Echoes of Chornobyl is a documentary about memory, witness, and the cost of telling the truth. Planned around legendary photographer Igor Kostin, the project collapses when he dies just before shooting begins. The director starts over, filming key witnesses in 2016. A year later, photographer Naumov dies. Then Russia’s full-scale invasion severs contact with others -among them Vasyl, who could not reach a shelter when the war began. A small team fights to preserve what remains. Photography becomes evidence, sound becomes memory, and silence becomes the film’s core language.
Echoes of Chornobyl chooses an unusual perspective on the inexplicable. The documentary tells the story of two photographers and a sound designer who directly witnessed and documented the Chornobyl disaster. Driven entirely by their personal accounts and haunting photographs, the film serves as a deeply moving homage to courageous media workers.
The production itself became a test of resilience for director Lana Delaroche. Originally conceived as a multilingual portrait of the legendary Ukrainian photographer Igor Kostin, the project was intended to bridge the tragedies of Chornobyl and Fukushima, drawing on Kostin’s personal connection to Japan. However, the project took a devastating turn when Kostin died in a fatal accident the night before the director and producer arrived in Kyiv. With its main protagonist gone, the Japanese storyline collapsed. Faced with this sudden narrative void and the financial blow of forfeited flights and hotels for the Japan shoot, the production company withdrew from the film.
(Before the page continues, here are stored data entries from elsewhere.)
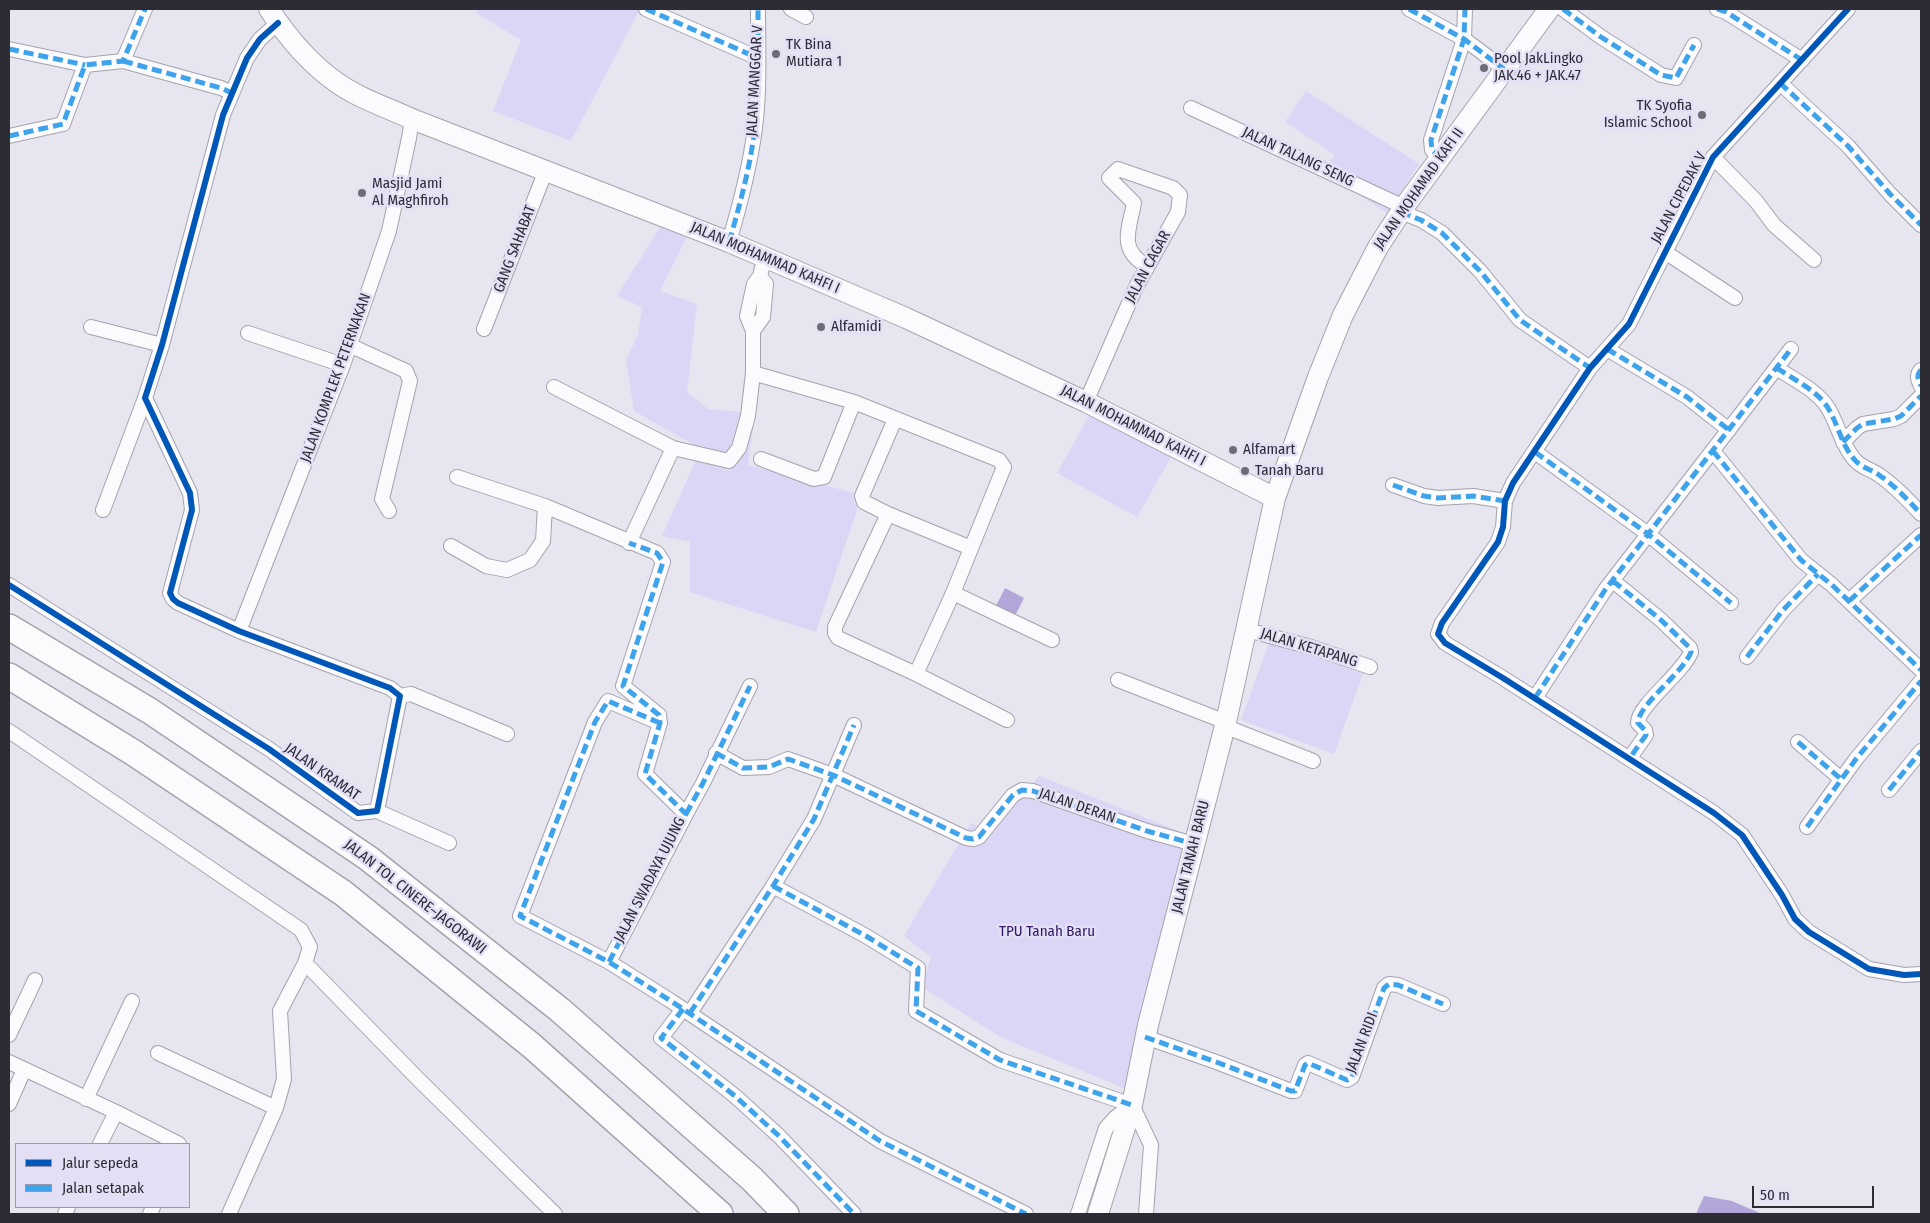 <!DOCTYPE html>
<meta charset="utf-8">
<style>
body{margin:0}
#map{position:relative;width:1930px;height:1223px;overflow:hidden;background:#e6e5f0;font-family:"Fira Sans Condensed",sans-serif}
canvas{display:block}
.frame{position:absolute;inset:0;border:10px solid #2d2c34;pointer-events:none}
.legend{position:absolute;left:15px;top:1143px;width:175px;height:65px;box-sizing:border-box;background:#e3e0f5;border:1px solid #9a98a8;margin:0;padding:6px 9px;list-style:none;font-size:15px;color:#2d2c34}
.legend li{display:flex;align-items:center;gap:10px;height:25px}
.legend b{width:25px;border:1px solid #9a98a8}
.scale{position:absolute;left:1752px;top:1186px;width:122px;height:22px;box-sizing:border-box;border:2px solid #2d2c34;border-top:0;padding-left:6px;font-size:15px;line-height:18px;white-space:nowrap;color:#2d2c34;-webkit-text-stroke:4px #e3e0f5;paint-order:stroke}
</style>
<div id="map">
<canvas width="1930" height="1223"></canvas>
<div class="frame"></div>
<ul class="legend">
<li><b style="height:6px;background:#0057b8"></b>Jalur sepeda</li>
<li><b style="height:6px;background:#3ea3eb"></b>Jalan setapak</li>
</ul>
<div class="scale">50 m</div>
</div>
<script>
const ctx = document.querySelector('canvas').getContext('2d');
ctx.lineJoin = 'round';
function paint(path, color) {
  ctx.fillStyle = color;
  ctx.fill(path, 'evenodd');
}
function stroke(path, color, width, dash) {
  ctx.strokeStyle = color;
  ctx.lineWidth = width;
  ctx.lineCap = dash ? 'butt' : 'round';
  ctx.setLineDash(dash || []);
  ctx.stroke(path);
}
function write(font, color, halo, rows, align = 'center') {
  ctx.font = font + ' "Fira Sans Condensed",sans-serif';
  ctx.lineWidth = 5;
  ctx.setLineDash([]);
  ctx.textBaseline = 'middle';
  ctx.strokeStyle = halo;
  ctx.fillStyle = color;
  for (const [text, x, y, turn = 0] of rows) {
    ctx.save();
    ctx.translate(x, y);
    ctx.rotate((+turn || 0) * Math.PI / 180);
    ctx.textAlign = isNaN(turn) ? turn : align;
    if (halo) ctx.strokeText(text, 0, 0);
    ctx.fillText(text, 0, 0);
    ctx.restore();
  }
}
const green = new Path2D(`
 M478 9H640L571 141 493 111 521 40 476 13Z
 M1306 91 1419 164 1387 213 1324 172 1335 155 1285 122Z
 M665 219 690 230 660 291 697 304 687 392 708 409 755 413 748 465 862 495 816 632 690 592V542L662 536 701 449 634 411 626 360 638 335 642 307 617 296Z
 M1096 403 1176 448 1137 517 1057 473Z
 M1270 640 1363 674 1334 754 1241 720Z
 M1039 776 1189 835 1126 1089 1000 1037 922 987 931 957 904 936 971 823 991 832Z`);
const water = new Path2D(`
 M1005 588 1024 598 1015 616 996 606Z
 M1704 1196 1732 1201 1762 1214H1696Z`);
const street = new Path2D(`
 M646 9 758 58
 M791 9 806 17
 M1409 9 1464 39 1504 69
 M1563 9 1601 37 1661 75 1676 78 1694 45
 M1717 9 1726 12 1802 60
 M1848 9 1713 157 1629 324 1590 368 1513 483 1505 501 1503 527 1498 542 1442 623 1438 634 1445 643 1503 678 1714 813 1742 835 1782 895 1795 919 1809 932 1869 969 1904 975 1921 974
 M9 49 85 65
 M123 61 221 88 232 93
 M1780 83 1848 146 1890 194 1921 225
 M1191 108 1404 207
 M9 136 63 124 85 65 123 61 145 9
 M1713 157 1756 201 1774 225 1814 260
 M1441 158 1432 150 1431 140 1464 39 1465 9
 M1401 212 1421 220 1442 233 1480 271 1520 320 1590 368
 M729 242C740 205 750 167 755 128 760 89 758 48 758 9
 M1665 252 1735 298
 M91 327 162 345
 M484 329 546 170
 M753 331 763 317 766 284 760 276
 M248 333 343 365
 M349 345 406 371 410 381 382 499 389 511
 M1607 349 1687 397 1729 430
 M1777 368C1794 380 1817 390 1828 408 1838 424 1841 444 1854 459 1861 468 1871 469 1879 475 1895 486 1908 500 1921 514
 M1921 370C1916 375 1918 380 1921 386
 M753 373 854 402 999 460 1004 467 953 593 916 674 1007 720
 M554 387 673 448
 M1086 402 1136 287 1178 212 1180 195 1173 188 1118 169 1109 178 1134 203C1129 230 1118 250 1147 266
 M895 419 862 496 864 502 888 514 835 627V633L838 638 916 674
 M1843 442 1857 428 1863 424 1894 419 1901 416 1921 396
 M1713 451 1801 560 1832 585 1921 670
 M1535 452 1648 534 1731 603
 M761 459 814 479 824 477 854 402
 M457 477 545 506 657 553 663 562 623 686 659 715 660 723 645 774 686 814 609 962
 M1393 485 1424 496 1438 498 1473 496 1505 501
 M103 510 145 398
 M888 514 971 548
 M629 543 673 448 729 461 739 448 748 416 753 373V331L747 316 754 284 760 276 765 256
 M451 546 486 566 507 570 530 560 543 541 545 506
 M1613 581 1661 620 1690 648 1691 652C1684 672 1637 706 1638 723L1645 730 1646 735 1629 759
 M9 585 269 749 358 813 377 811 400 696 390 688 239 631 178 603 173 599 170 593 192 510 190 493 145 398 162 345 223 115 247 58 260 39 278 23
 M953 593 1052 640
 M1849 601 1921 535
 M1247 630 1311 647 1370 667
 M239 631 343 365 389 231 409 138 412 119
 M1747 657 1783 610 1818 574
 M1118 680 1226 722
 M400 696 411 694 507 734
 M1535 698 1605 590 1791 349
 M660 723 608 701 595 722 520 916 609 962 671 1001 880 1141 1026 1214
 M1224 726 1313 761
 M9 731 301 930 310 947 305 963 280 1011 284 1079 276 1108 229 1214
 M1798 742 1841 779
 M716 753 743 768 769 767 788 759 833 775 966 838 973 839 979 837 1013 795 1022 790 1033 791 1147 831 1194 844
 M1889 790 1921 751
 M377 811 449 843
 M686 814 703 783 750 686
 M1807 827 1856 759 1921 681
 M773 886 866 936 918 968 916 1011 1000 1060 1132 1105 1151 1145 1146 1214
 M305 963 418 1079 555 1214
 M683 1009 661 1038 735 1096 779 1136 854 1214
 M690 1013 773 886 814 819 854 725
 M9 1035 35 980
 M1145 1037 1219 1063 1291 1091H1295L1305 1065 1308 1063 1347 1080 1352 1077 1384 988 1389 984 1398 985 1443 1004
 M158 1053 276 1108
 M9 1062 116 1112 179 1144
 M86 1099 132 1001
 M9 1104 24 1070
 M100 1144 116 1112
 M65 1214 68 1207
 M150 1214 153 1207
 M1078 1214 1106 1128 1116 1117 1132 1105`);
const secondary = new Path2D(`
 M269 9C286 35 309 63 336 82 358 98 386 107 412 119L729 242 906 318 1086 402 1275 498
 M1098 1214 1132 1105 1148 1025 1226 722 1275 498 1318 377 1343 315 1378 247 1404 207 1549 9`);
const highway = new Path2D(`
 M9 627 150 711 368 858 560 1010 752 1179 786 1214
 M9 676 134 753 343 893 532 1046 720 1214`);
const quiet = new Path2D(`
 M646 9 758 58
 M1409 9 1464 39 1504 69
 M1563 9 1601 37 1661 75 1676 78 1694 45
 M1717 9 1726 12 1802 60
 M9 49 85 65
 M123 61 221 88 232 93
 M1780 83 1848 146 1890 194 1921 225
 M9 136 63 124 85 65 123 61 145 9
 M1441 158 1432 150 1431 140 1464 39 1465 9
 M1401 212 1421 220 1442 233 1480 271 1520 320 1590 368
 M729 242C740 205 750 167 755 128 760 89 758 48 758 9
 M1607 349 1687 397 1729 430
 M1777 368C1794 380 1817 390 1828 408 1838 424 1841 444 1854 459 1861 468 1871 469 1879 475 1895 486 1908 500 1921 514
 M1921 370C1916 375 1918 380 1921 386
 M1843 442 1857 428 1863 424 1894 419 1901 416 1921 396
 M1713 451 1801 560 1832 585 1921 670
 M1535 452 1648 534 1731 603
 M1393 485 1424 496 1438 498 1473 496 1505 501 1504 505
 M1613 581 1661 620 1690 648 1691 652C1684 672 1637 706 1638 723L1645 730 1646 735 1629 759
 M1849 601 1921 535
 M1747 657 1783 610 1818 574
 M1535 698 1605 590 1791 349
 M660 723 608 701 595 722 520 916 609 962 671 1001 880 1141 1026 1214
 M1798 742 1841 779
 M716 753 743 768 769 767 788 759 833 775 966 838 973 839 979 837 1013 795 1022 790 1033 791 1147 831 1194 844
 M1889 790 1921 751
 M686 814 703 783 750 686
 M1807 827 1856 759 1921 681
 M773 886 866 936 918 968 916 1011 1000 1060 1132 1105
 M609 962 686 814 645 774 660 723 659 715 623 686 663 562 657 553 629 543
 M683 1009 661 1038 735 1096 779 1136 854 1214
 M690 1013 773 886 814 819 854 725
 M1145 1037 1219 1063 1291 1091H1295L1305 1065 1308 1063 1347 1080 1352 1077 1384 988 1389 984 1398 985 1443 1004`);
const cycleway = new Path2D(`
 M1848 9 1713 157 1629 324 1590 368 1513 483 1505 501 1503 527 1498 542 1442 623 1438 634 1445 643 1503 678 1714 813 1742 835 1782 895 1795 919 1809 932 1869 969 1904 975 1921 974
 M9 585 269 749 358 813 377 811 400 696 390 688 239 631 178 603 173 599 170 593 192 510 190 493 145 398 162 345 223 115 247 58 260 39 278 23`);
const markers = [
 [776,54,5,"#6e6d76"],
 [1484,68,5,"#6e6d76"],
 [1702,115,5,"#6e6d76"],
 [362,193,5,"#6e6d76"],
 [821,327,5,"#6e6d76"],
 [1233,450,5,"#6e6d76"],
 [1245,471,5,"#6e6d76"]
];
const poiNames = [
 ["TK Bina",786,45],
 ["Mutiara 1",786,62],
 ["Pool JakLingko",1494,59],
 ["JAK.46 + JAK.47",1494,76],
 ["TK Syofia",1692,106,"right"],
 ["Islamic School",1692,123,"right"],
 ["Masjid Jami",372,184],
 ["Al Maghfiroh",372,201],
 ["Alfamidi",831,327],
 ["Alfamart",1243,450],
 ["Tanah Baru",1255,471]
];
const streetNames = [
 ["JALAN MANGGAR V",755,81,-87],
 ["JALAN TALANG SENG",1298,157,25],
 ["JALAN MOHAMAD KAFI II",1419,189,-55],
 ["JALAN CIPEDAK V",1679,198,-62],
 ["GANG SAHABAT",515,249,-69],
 ["JALAN MOHAMMAD KAHFI I",765,258,23],
 ["JALAN CAGAR",1148,267,-62],
 ["JALAN KOMPLEK PETERNAKAN",336,378,-70],
 ["JALAN MOHAMMAD KAHFI I",1133,426,27],
 ["JALAN KETAPANG",1309,648,17],
 ["JALAN KRAMAT",322,772,35],
 ["JALAN DERAN",1077,806,19],
 ["JALAN TANAH BARU",1191,857,-76],
 ["JALAN SWADAYA UJUNG",650,880,-63],
 ["JALAN TOL CINERE–JAGORAWI",415,897,38],
 ["JALAN RIDI",1362,1043,-69]
];
const parkNames = [
 ["TPU Tanah Baru",1047,932]
];
paint(green, '#dbd6f5');
paint(water, '#b2a7d8');
stroke(street, '#a4a3ab', 16);
stroke(secondary, '#a4a3ab', 22);
stroke(highway, '#a4a3ab', 28);
stroke(street, '#fbfbfd', 14);
stroke(secondary, '#fbfbfd', 20);
stroke(highway, '#fbfbfd', 25);
stroke(quiet, '#3ea3eb', 5, [10, 5]);
stroke(cycleway, '#0057b8', 6);
for (const [x, y, r, color] of markers) {
  const dot = new Path2D();
  dot.arc(x, y, r, 0, 2 * Math.PI);
  ctx.fillStyle = color;
  ctx.fill(dot);
  stroke(dot, '#e3e0f5', 2);
}
write('15px', '#2d2c34', '#e3e0f5', poiNames, 'left');
write('15px', '#2d2c34', '#e3e0f5', streetNames);
write('15px', '#331764', '#e3e0f5', parkNames);
</script>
Refusing to let the project die, Delaroche took matters into her own hands, pushing the documentary forward entirely independently.
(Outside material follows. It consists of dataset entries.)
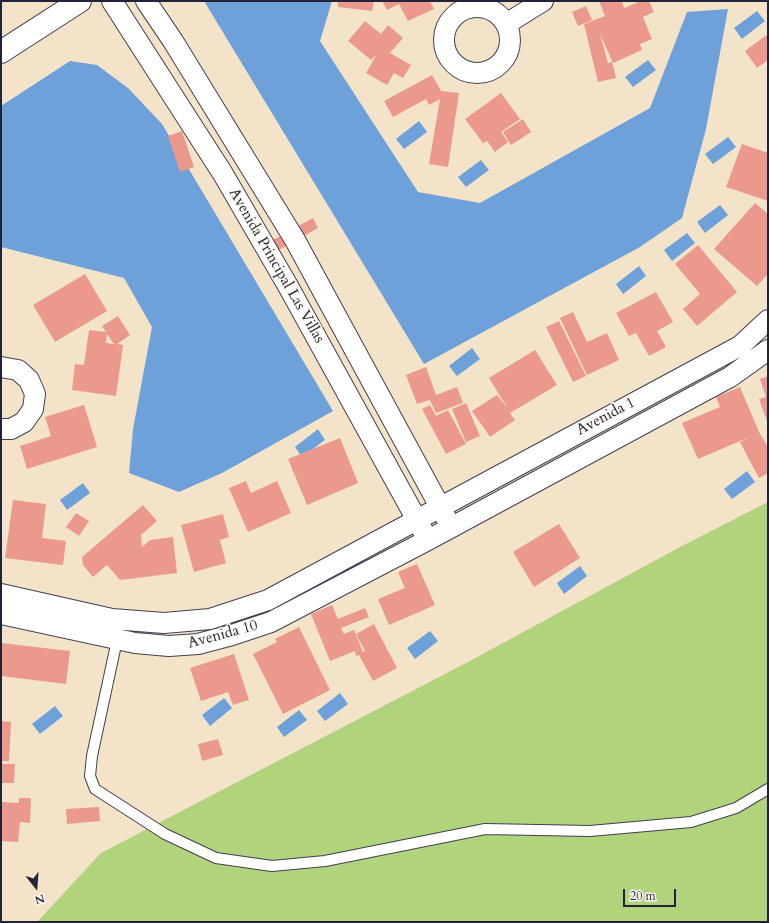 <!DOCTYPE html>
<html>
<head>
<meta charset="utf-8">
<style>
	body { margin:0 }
	#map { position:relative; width:769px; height:923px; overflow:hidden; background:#f3e4c9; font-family:Cardo,serif }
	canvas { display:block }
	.frame { position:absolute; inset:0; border:2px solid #22223b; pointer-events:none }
	.north { position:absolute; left:16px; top:867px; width:40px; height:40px; -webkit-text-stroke:3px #fbf7ec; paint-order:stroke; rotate:163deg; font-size:11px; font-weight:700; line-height:16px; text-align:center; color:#22223b }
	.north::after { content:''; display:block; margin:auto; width:14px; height:18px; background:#22223b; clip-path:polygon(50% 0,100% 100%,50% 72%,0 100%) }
	.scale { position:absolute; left:623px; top:889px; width:53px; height:18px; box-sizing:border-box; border:2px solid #22223b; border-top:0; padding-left:5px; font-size:12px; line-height:14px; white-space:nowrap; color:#22223b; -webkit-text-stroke:3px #fbf7ec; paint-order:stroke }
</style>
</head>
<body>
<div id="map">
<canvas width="769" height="923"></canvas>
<div class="frame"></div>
<div class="north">N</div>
<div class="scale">20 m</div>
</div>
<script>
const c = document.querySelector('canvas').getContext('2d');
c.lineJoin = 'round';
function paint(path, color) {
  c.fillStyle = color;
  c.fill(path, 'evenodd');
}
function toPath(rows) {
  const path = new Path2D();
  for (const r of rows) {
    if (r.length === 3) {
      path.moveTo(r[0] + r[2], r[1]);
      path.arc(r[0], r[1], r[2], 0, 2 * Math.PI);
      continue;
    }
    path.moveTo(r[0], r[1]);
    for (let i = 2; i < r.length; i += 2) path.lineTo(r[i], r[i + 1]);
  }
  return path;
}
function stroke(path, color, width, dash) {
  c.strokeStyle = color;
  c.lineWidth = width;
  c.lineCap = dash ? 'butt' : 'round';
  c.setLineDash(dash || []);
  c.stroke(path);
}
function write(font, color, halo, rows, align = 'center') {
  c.font = font + ' Cardo,serif';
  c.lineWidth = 3;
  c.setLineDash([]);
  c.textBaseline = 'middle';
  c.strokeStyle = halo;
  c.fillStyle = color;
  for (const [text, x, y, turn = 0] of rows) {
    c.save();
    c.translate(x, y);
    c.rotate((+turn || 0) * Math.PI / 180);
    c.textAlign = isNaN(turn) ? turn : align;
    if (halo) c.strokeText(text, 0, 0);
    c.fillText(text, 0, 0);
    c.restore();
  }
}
paint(toPath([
	[768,502,768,922,37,922,101,853,468,662,680,547]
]), '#b0d37c');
paint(toPath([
	[204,1,332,1,320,41,418,192,480,203,650,108,687,12,728,9,706,129,682,218,640,247,424,364],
	[757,11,765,21,742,39,734,28],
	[648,60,656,70,633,87,625,77],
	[70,61,97,65,128,88,162,124,333,411,222,473,179,492,129,473,133,429,152,327,124,278,1,247,1,106],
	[419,121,427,132,404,149,396,139],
	[728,137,736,147,713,164,705,154],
	[481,160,489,170,466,187,458,177],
	[720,205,728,215,705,233,697,222],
	[687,233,695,243,672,261,664,250],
	[639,266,646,276,623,294,616,284],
	[472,348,480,359,457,376,449,366],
	[318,429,325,440,302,457,295,447],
	[747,471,755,482,732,499,724,489],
	[83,483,90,493,67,510,60,500],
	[580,566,587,576,564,594,557,583],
	[430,631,438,641,415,659,407,648],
	[340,693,348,704,325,721,317,711],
	[224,698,232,708,210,726,202,715],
	[55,706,63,716,40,734,32,724],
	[299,710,307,720,284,737,277,727]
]), '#6ea1d9');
paint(toPath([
	[338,1,374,1,372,11,338,7],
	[382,1,430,1,434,9,408,21,399,4,387,10],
	[599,1,622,1,624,8,641,1,649,1,654,12,643,17,652,39,640,44,642,50,613,63,600,34,608,63,612,62,616,78,598,82,584,24,605,16],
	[586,6,592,20,578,26,572,12],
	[365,21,381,34,388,25,403,38,390,53,411,65,403,78,394,73,387,85,366,73,377,54,371,60,348,41],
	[768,34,768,60,757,68,745,51],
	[432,75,441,91,459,93,448,167,429,164,440,99,429,105,426,99,393,117,384,101],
	[501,93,520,119,501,132,508,142,495,152,487,141,483,143,465,119],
	[523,119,531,132,511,145,503,132],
	[182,131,194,167,180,172,168,136],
	[742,144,768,153,768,201,726,187],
	[755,203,768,214,768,274,757,286,714,249],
	[313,218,318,228,277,251,271,241],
	[698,245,737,292,697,326,683,309,700,294,675,264],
	[85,274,107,311,55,342,33,305],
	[656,292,673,322,657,331,666,347,649,356,636,333,629,336,616,313],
	[573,312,587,342,607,333,619,360,587,375,560,318],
	[118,316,130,335,117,344,123,345,116,396,72,390,75,364,84,365,89,330,106,332,102,326],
	[107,334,114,344,106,343],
	[559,321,586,376,573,382,546,327],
	[535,350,557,385,510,413,515,420,490,437,472,411,497,395,508,409,489,378],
	[426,367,436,395,457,387,463,403,436,413,430,400,417,404,406,375],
	[768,376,768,424,759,399,766,397,760,379],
	[740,387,759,432,768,447,768,473,759,478,740,442,752,436,698,459,682,423,720,407,716,397],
	[466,403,480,436,466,442,452,409],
	[84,405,97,447,27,469,20,446,51,436,45,417],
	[430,405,436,416,448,410,466,444,446,454,422,409],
	[340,438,358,483,307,505,288,459],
	[246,481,251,493,277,481,291,513,248,532,229,488],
	[13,500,46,504,42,538,66,541,63,565,5,558],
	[143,505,157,521,141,535,142,547,150,540,173,537,177,573,120,580,107,565,93,577,83,565,82,557],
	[76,513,89,521,79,536,66,527],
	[223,514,229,537,220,540,226,563,194,572,181,525],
	[559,524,580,558,534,587,513,552],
	[417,564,435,605,389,625,378,599,405,588,398,572],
	[332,605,338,619,365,608,369,617,341,628,344,634,354,630,363,652,365,651,356,634,374,624,397,668,373,681,359,655,356,656,355,651,330,661,311,614],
	[299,627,330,690,283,714,253,654,277,642,275,639],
	[1,643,70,651,66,684,1,676],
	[234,654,249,700,233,705,228,692,201,701,190,668],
	[1,721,11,722,9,761,1,761],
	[218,739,223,755,202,761,198,744],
	[1,764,15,764,14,783,1,783],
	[19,798,31,798,30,823,20,822,18,842,1,841,1,802,19,803],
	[99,807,100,821,67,824,66,809]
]), '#ec998d');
const lane = toPath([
	[117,640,92,756,90,776,95,789,165,834,216,858,272,866,325,861,485,829,590,831,691,822,736,808,768,789]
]);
const street = toPath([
	[112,1,223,174,288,286,423,531],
	[146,1,173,41,295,240,446,518],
	[477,40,33],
	[506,24,543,1],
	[1,367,18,370,29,380,35,394,33,409,24,422,11,429,1,429],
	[1,594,112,619,164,623,210,619,268,600,740,346,768,320],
	[1,614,135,643,169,646,198,644,232,635,271,622,428,540,730,377,768,350]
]);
const secondary = toPath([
	[1,52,80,1]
]);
stroke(lane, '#413f50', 12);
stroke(street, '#413f50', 22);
stroke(secondary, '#413f50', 24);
stroke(lane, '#fff', 10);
stroke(street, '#fff', 20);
stroke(secondary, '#fff', 22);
write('15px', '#22223b', '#fbf7ec', [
	["Avenida Principal Las Villas",276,266,60],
	["Avenida 1",606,417,-28],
	["Avenida 10",223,635,-15]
]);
</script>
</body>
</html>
Filmed before the outbreak of the current war, the documentary carries a heartbreaking new urgency today. The relentless passage of time has already claimed the life of one of the featured photographers. Furthermore, Russia’s full-scale invasion has severed contact with the remaining witnesses - among them Vasyl and the sound designer Jury. Because of this tragic reality, the film transforms into a vital act of preservation.
What emerges is an intimate historical document about photography as proof, the dangerous proximity to the incomprehensible, and voices that must not be lost. The film weaves together personal memories, striking imagery, and meticulous sound design. This human tragedy is juxtaposed with the landscapes and wildlife of the Exclusion Zone, serving as a silent, natural counter-movement to the destruction caused by man.